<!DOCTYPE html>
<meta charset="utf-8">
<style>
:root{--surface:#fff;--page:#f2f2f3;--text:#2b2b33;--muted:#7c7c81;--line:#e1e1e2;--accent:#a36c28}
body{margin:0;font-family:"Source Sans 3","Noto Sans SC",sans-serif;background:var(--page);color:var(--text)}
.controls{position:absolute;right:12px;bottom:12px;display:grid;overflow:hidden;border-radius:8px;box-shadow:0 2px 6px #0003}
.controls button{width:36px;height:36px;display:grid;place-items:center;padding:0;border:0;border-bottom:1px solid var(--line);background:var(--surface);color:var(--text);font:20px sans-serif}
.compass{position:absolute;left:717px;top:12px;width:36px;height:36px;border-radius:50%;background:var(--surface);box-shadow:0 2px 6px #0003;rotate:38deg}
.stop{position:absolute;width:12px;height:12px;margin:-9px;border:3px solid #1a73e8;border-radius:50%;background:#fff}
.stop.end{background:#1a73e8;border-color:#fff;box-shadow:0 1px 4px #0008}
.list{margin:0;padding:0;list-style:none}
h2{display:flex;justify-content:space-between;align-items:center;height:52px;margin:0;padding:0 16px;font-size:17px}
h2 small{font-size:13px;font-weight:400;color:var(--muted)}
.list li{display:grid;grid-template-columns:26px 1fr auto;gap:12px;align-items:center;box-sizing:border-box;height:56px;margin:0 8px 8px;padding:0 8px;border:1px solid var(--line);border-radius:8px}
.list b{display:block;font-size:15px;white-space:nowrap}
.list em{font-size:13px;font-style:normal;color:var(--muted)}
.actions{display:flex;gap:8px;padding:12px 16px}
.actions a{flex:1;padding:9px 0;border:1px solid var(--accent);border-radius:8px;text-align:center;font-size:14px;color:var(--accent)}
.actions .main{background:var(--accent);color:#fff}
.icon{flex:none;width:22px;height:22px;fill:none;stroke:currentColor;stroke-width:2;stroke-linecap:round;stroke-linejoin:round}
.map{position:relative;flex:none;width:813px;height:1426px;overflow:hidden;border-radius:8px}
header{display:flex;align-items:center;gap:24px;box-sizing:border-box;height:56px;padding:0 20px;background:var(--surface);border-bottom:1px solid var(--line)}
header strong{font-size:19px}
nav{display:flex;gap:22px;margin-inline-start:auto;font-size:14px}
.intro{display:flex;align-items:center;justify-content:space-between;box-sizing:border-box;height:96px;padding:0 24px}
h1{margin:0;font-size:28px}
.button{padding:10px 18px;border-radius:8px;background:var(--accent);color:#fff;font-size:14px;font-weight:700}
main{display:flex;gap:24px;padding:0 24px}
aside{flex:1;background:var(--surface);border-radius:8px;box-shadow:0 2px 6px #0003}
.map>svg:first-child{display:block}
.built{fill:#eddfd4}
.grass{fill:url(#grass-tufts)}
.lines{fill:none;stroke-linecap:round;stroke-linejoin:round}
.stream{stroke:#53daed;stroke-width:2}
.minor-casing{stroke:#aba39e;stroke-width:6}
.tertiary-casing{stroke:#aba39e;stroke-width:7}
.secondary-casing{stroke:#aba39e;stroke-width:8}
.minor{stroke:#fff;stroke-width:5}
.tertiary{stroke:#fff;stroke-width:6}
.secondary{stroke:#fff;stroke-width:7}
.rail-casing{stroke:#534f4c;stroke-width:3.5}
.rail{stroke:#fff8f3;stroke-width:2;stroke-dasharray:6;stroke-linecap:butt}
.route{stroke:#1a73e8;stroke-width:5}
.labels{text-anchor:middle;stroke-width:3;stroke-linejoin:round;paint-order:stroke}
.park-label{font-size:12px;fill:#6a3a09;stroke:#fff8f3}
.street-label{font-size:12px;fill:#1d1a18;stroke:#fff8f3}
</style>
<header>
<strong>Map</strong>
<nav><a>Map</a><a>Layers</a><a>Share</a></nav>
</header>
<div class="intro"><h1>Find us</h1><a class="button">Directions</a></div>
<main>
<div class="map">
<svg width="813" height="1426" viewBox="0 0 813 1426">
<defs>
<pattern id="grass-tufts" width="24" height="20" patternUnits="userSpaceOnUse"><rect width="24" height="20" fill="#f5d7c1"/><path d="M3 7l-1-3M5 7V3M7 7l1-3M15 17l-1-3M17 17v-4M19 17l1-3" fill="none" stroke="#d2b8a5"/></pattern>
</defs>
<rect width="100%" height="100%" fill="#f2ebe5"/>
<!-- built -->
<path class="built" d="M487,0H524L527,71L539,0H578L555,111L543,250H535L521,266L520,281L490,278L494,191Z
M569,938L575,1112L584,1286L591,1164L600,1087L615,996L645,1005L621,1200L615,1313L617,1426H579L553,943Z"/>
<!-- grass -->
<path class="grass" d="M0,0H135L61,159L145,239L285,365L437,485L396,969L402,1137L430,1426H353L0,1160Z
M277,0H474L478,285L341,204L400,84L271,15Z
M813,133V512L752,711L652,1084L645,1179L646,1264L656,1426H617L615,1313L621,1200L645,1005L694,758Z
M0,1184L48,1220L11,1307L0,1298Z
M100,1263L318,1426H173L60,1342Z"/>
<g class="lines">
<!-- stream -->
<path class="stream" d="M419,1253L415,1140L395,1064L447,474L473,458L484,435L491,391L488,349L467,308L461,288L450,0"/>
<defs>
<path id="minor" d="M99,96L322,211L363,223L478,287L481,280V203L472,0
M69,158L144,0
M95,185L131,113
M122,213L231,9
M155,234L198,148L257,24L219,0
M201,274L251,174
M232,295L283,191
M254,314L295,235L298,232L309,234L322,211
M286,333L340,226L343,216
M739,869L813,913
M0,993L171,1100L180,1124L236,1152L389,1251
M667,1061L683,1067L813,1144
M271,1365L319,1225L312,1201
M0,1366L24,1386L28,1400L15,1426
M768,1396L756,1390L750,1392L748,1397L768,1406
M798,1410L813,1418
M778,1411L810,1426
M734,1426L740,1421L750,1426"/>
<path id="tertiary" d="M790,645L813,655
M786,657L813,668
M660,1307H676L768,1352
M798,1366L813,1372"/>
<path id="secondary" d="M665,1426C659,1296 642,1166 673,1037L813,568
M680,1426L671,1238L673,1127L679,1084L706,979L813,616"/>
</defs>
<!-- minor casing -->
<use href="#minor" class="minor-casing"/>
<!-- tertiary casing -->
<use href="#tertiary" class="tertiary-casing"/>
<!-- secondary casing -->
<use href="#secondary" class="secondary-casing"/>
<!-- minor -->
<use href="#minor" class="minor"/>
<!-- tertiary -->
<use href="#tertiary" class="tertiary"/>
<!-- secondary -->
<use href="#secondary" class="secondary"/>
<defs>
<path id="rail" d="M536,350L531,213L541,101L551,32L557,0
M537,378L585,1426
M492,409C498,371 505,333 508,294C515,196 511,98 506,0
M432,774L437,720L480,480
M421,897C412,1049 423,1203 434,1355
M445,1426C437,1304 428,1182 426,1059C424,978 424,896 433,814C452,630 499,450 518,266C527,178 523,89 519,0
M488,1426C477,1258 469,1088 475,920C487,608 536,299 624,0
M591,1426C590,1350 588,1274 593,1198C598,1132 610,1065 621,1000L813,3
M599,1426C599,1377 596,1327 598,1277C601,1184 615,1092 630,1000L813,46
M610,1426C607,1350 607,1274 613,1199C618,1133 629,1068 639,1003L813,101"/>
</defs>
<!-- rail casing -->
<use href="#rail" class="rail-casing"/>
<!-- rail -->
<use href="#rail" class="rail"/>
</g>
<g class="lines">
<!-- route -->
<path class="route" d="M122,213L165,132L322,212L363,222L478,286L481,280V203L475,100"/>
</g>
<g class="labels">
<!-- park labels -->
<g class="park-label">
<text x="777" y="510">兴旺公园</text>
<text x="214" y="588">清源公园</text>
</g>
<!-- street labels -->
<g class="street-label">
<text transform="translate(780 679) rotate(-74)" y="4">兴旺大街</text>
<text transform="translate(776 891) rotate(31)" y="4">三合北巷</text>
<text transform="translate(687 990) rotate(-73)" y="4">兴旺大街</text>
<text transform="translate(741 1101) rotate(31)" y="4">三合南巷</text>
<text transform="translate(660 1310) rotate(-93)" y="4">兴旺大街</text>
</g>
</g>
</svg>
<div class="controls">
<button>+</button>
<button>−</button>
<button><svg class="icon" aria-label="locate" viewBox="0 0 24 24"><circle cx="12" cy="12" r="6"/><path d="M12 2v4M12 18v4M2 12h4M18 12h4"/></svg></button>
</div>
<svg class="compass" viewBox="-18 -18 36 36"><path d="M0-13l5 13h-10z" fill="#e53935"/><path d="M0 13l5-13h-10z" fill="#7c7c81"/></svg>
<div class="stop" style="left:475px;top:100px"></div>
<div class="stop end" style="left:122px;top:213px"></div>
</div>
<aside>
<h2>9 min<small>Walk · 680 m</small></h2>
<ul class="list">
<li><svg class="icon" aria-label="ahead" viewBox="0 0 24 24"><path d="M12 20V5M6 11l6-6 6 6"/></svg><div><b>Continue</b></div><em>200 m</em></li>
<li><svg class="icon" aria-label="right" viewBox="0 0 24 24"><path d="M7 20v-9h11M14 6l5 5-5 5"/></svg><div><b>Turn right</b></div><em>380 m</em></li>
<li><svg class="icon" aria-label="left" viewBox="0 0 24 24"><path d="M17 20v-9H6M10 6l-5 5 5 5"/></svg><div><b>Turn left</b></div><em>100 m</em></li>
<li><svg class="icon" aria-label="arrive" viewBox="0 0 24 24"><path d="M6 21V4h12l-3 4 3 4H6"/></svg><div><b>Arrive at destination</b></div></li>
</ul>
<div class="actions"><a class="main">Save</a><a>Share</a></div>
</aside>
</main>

### [Problem statement]
Show the lines of the material that contain the word "list".

### [Response area]
.list{margin:0;padding:0;list-style:none}
.list li{display:grid;grid-template-columns:26px 1fr auto;gap:12px;align-items:center;box-sizing:border-box;height:56px;margin:0 8px 8px;padding:0 8px;border:1px solid var(--line);border-radius:8px}
.list b{display:block;font-size:15px;white-space:nowrap}
.list em{font-size:13px;font-style:normal;color:var(--muted)}
<ul class="list">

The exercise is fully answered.